In a whirlwind first day after winning the French presidency, Socialist Francois Hollande already has a to-do list that includes an invite to the White House, visits to the G8 and Nato summits and a World War Two ceremony with his defeated rival.
The leftist who has pledged to buck Europe's austerity trend and Nato's timetable for Afghanistan appeared before thronging crowds on Paris's Place de la Bastille in the early hours, pledging "to finish with austerity". Hours later, he was back at work, arriving at his campaign headquarters around 10.30am local time.
Mr Hollande will officially become president on May 15, the date for the handover ceremony that the two campaign teams agreed to.

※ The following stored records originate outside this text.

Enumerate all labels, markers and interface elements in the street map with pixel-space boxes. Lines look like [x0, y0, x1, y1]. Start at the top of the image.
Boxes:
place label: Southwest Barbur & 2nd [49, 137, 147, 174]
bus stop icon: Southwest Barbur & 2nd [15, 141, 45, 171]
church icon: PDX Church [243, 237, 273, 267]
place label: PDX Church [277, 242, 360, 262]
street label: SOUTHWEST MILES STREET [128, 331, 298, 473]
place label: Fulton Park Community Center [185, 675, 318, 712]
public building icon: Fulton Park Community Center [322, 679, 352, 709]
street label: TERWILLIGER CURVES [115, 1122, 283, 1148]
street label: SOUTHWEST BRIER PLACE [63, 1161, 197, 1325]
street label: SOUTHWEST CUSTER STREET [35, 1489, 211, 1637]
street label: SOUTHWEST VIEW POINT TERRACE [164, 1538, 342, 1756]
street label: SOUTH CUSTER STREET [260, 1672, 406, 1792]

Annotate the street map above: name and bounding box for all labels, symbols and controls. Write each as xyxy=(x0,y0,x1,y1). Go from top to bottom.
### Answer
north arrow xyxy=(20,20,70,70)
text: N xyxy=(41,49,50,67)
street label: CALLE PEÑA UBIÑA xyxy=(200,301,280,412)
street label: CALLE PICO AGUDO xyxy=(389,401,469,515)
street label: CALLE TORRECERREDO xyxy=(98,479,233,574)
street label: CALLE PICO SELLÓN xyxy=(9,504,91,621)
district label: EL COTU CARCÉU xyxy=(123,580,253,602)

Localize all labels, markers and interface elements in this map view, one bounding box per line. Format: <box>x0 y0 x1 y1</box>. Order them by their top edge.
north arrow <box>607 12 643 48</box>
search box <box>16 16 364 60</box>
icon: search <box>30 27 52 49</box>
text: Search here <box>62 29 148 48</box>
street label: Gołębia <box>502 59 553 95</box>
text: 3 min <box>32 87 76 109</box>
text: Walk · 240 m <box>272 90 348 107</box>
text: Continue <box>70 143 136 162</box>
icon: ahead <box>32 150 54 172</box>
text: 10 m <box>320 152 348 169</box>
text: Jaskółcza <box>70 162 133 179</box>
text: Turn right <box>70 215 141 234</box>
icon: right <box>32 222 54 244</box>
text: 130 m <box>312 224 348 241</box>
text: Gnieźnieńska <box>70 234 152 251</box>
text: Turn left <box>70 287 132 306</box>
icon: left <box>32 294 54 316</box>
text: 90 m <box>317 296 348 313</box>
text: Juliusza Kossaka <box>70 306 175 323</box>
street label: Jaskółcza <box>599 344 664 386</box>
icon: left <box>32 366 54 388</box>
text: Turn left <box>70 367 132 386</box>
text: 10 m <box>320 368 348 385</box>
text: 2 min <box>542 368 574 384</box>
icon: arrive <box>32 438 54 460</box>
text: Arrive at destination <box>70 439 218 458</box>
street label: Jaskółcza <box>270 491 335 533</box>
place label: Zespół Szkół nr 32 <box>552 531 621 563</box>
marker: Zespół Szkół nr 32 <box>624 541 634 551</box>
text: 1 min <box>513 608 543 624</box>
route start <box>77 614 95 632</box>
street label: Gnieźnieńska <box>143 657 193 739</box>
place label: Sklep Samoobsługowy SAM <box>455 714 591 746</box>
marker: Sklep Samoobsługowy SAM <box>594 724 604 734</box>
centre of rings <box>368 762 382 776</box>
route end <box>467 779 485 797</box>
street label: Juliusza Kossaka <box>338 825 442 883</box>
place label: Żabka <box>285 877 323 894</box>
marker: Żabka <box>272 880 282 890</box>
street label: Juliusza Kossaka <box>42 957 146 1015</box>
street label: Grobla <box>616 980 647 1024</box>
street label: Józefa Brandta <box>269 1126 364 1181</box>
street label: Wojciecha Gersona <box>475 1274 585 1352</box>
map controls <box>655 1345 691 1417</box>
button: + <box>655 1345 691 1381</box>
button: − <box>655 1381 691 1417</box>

He has his work cut out to fulfil the hopes his victory has stirred on France's left, overjoyed to have one of their own in power for the first time since Socialist Francois Mitterrand was president from 1981 to 1995.
He must form a new government then pack his bags for some quick international travel in Europe and to the United States.
Even before his start date, the president-elect is due to appear alongside Nicolas Sarkozy at a ceremony marking the anniversary of the end of the Second World War in Europe.
US president Barack Obama has extended Mr Hollande an invitation to the White House ahead of this month's summit of the Group of Eight leading economies at Camp David, Maryland. After that, Mr Hollande will attend a Nato summit in Chicago, where he will announce he is pulling French troops out of Afghanistan by the end of the year.
Among the other international leaders calling to congratulate Mr Hollande was Germany's Angela Merkel, who told reporters in Berlin today that she and Mr Hollande had spoken for the first time late.
"We said we will work well and intensively together," she said. On Mrs Merkel's invitation, Mr Hollande will head to Berlin just after assuming the presidency on May 15, Pierre Moscovici , who served as campaign manager, told reporters.
Mrs Merkel cautioned against hopes that the austerity measures already agreed by European leaders could now be renegotiated. "We in Germany, and I personally, believe the fiscal pact is not up for negotiation," she said.